[jcifs] Character Set discussions

Wed Feb 5 14:11:02 EST 2003


> -----Original Message-----
> From:	Christopher R. Hertel [SMTP:crh at ubiqx.mn.org]
> Sent:	Tuesday, February 04, 2003 9:37 PM
> To:	Allen, Michael B (RSCH)
> Cc:	jcifs at lists.samba.org
> Subject:	Re: [jcifs] Character Set discussions
> 
> On Tue, Feb 04, 2003 at 08:17:48PM -0500, Allen, Michael B (RSCH) wrote:
> :
> > > > odd character but for regularly occuring Unicode it's just insanity.
> > > 
> > > Why?  The user only ever sees it if they need to escape something, which
> > > (since they are using Unicode) would only happen if the character is a
> > > reserved character within the ASCII set.
> > > 
> > For non-Latin users I think this would happen pretty frequently although I
> > don't know how they're getting around the problem right now. They are
> > probably restricting themselves to just using ASCII. But that's not an
> > option for SMB URLs.
> 
> I would think that non-Latin users would have keyboards and software that 
> allow them to enter the Unicode characters they need.
> 
	But you will still run into situations where the encoding of files or protocol
	transport does not permit Unicode (like right now with web browsers).

> There is *supposed* to be a header declaring the encoding of the file (if
> it's in HTML, for example).  It will, as you suggest, take the Latin world
> a while to get used to this.
> 
	And HTML has the META tag. I think ultimately this is what should happen.
	Everything should just be widened to Unicode where the encoding is left
	undefined or if it's protocol transport like HTTP they pick UTF-8 or negotiate an
	encoding. I'm in favor of this type of solution actually. But it will take a long
	time. And of course there might be some awful problem with it. I am not well
	versed in such things. We really need to check what the status is. I wouldn't be
	surprised to hear there is just little or no interest right now.

> > > Absolutely not.  That's why then need to be able to enter it as Unicode
> > > text, not as escapes.
> > > 
> > Again, same issue of serialization. But if everyone displays Unicode then
> > we'd be ok. So far Linux isn't up to the task. Actually Red Hat 8 uses a
> > UTF-8 locale now by default so I suppose that is changing. The big
> > question is the browsers. It all hinges on what they support.
> 
> Yes, probably.  With China going Linux, though, I think we'll see a lot
> more emphasis on Internationalization.  Also a lot more emphasis on IPv6.
> 
	Well China is special. They have a BIG characterset. It's something like 30,000
	glyphs.
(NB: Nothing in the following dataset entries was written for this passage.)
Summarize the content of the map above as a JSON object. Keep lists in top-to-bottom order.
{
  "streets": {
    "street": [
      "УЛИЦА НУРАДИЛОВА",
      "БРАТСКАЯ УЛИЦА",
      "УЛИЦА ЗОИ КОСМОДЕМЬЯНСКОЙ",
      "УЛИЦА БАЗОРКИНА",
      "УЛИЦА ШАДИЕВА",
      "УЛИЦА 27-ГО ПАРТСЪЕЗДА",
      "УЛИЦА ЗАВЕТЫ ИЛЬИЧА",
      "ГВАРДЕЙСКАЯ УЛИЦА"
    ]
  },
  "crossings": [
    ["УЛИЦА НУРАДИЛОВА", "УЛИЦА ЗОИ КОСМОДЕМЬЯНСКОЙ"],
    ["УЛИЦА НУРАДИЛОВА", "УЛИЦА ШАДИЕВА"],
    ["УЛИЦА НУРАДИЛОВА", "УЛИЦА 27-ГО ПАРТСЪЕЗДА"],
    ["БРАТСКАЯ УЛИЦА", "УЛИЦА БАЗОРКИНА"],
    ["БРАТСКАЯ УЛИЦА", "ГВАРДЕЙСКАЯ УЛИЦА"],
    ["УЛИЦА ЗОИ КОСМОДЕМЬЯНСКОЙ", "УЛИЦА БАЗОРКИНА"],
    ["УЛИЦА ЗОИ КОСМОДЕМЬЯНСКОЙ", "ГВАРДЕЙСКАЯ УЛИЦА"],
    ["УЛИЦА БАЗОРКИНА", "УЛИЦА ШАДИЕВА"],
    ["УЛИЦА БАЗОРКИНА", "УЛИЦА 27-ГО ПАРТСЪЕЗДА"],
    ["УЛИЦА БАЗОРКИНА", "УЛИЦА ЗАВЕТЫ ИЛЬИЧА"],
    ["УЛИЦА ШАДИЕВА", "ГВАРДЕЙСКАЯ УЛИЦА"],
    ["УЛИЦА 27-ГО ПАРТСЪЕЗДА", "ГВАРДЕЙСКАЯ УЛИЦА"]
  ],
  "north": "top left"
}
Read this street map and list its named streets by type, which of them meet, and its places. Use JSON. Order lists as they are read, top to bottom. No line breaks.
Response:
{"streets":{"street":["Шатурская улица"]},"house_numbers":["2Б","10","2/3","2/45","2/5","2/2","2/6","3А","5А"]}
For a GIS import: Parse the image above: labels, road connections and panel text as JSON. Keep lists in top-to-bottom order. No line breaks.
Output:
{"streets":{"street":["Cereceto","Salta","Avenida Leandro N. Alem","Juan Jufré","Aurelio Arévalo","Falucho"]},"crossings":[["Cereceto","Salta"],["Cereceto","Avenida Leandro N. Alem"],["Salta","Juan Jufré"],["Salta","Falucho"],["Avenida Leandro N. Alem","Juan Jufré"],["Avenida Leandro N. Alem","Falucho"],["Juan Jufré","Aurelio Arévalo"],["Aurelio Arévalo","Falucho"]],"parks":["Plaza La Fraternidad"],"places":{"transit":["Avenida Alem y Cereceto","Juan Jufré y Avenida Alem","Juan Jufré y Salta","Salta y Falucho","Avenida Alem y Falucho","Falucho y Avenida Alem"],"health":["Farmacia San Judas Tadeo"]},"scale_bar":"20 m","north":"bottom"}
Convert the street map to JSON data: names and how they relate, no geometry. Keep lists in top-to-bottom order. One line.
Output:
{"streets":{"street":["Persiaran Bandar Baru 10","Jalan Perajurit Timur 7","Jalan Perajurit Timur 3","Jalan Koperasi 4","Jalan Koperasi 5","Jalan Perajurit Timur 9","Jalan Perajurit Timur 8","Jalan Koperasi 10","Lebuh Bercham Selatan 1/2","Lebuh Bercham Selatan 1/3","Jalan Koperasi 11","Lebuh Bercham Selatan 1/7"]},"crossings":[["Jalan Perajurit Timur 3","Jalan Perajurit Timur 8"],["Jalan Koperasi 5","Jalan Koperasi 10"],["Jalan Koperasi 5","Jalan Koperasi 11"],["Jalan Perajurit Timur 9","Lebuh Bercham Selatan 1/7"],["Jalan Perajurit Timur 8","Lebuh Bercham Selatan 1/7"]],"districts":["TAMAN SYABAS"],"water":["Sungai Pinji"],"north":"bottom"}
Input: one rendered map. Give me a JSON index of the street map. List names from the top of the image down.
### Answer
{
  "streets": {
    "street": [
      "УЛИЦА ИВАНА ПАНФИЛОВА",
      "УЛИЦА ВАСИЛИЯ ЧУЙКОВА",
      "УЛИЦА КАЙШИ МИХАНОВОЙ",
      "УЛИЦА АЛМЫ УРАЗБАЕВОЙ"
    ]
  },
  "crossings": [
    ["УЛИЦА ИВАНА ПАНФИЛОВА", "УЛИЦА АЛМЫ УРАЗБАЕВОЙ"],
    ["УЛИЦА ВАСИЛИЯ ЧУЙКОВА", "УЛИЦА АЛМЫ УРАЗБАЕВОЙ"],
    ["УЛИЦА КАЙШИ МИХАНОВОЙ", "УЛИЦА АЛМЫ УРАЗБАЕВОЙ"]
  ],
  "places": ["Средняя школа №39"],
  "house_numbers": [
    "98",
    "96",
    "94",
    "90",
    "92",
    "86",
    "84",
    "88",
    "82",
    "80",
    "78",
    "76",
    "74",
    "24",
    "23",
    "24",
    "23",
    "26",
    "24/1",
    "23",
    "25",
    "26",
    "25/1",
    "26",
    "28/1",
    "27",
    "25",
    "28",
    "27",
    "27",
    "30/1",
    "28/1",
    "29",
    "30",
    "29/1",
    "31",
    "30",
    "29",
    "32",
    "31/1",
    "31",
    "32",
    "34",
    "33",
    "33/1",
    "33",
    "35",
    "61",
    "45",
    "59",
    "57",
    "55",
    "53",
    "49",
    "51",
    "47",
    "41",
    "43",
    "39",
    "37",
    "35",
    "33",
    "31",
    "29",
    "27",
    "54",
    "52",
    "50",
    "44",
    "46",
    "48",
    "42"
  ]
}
I seriously doubt the Linux Unicode fonts are up to the task of
	displaying Chinese. They will be using Big5 and GB character sets and fonts
	for some time still. That's what all the Chinese software seems to support. You
	have to run in that locale for it to work. This is actually a really good argument
	for not trying to escape Unicode in URLs. It would involve converting to Unicode
	from GB or Big5, escaping them, and then unescaping and converting back. I
	guess the converting isn't that big of a deal because there would probably be a
	bit of converting going on anyway but with Chinese *every* character would end
	up being escaped which just stinks. Even if you dispay it with the regular Chinese
	glyphs developers would just have a fit. There's no point really. They might as
	well just run in "ASCII" mode (I mean with CIFS/jCIFS) if that's even possible with
	GB and Big5 since there not 8bit character encodings. Mmm, I wonder how they
	support that now. Yikes. I don't even want to think about that.

	Mike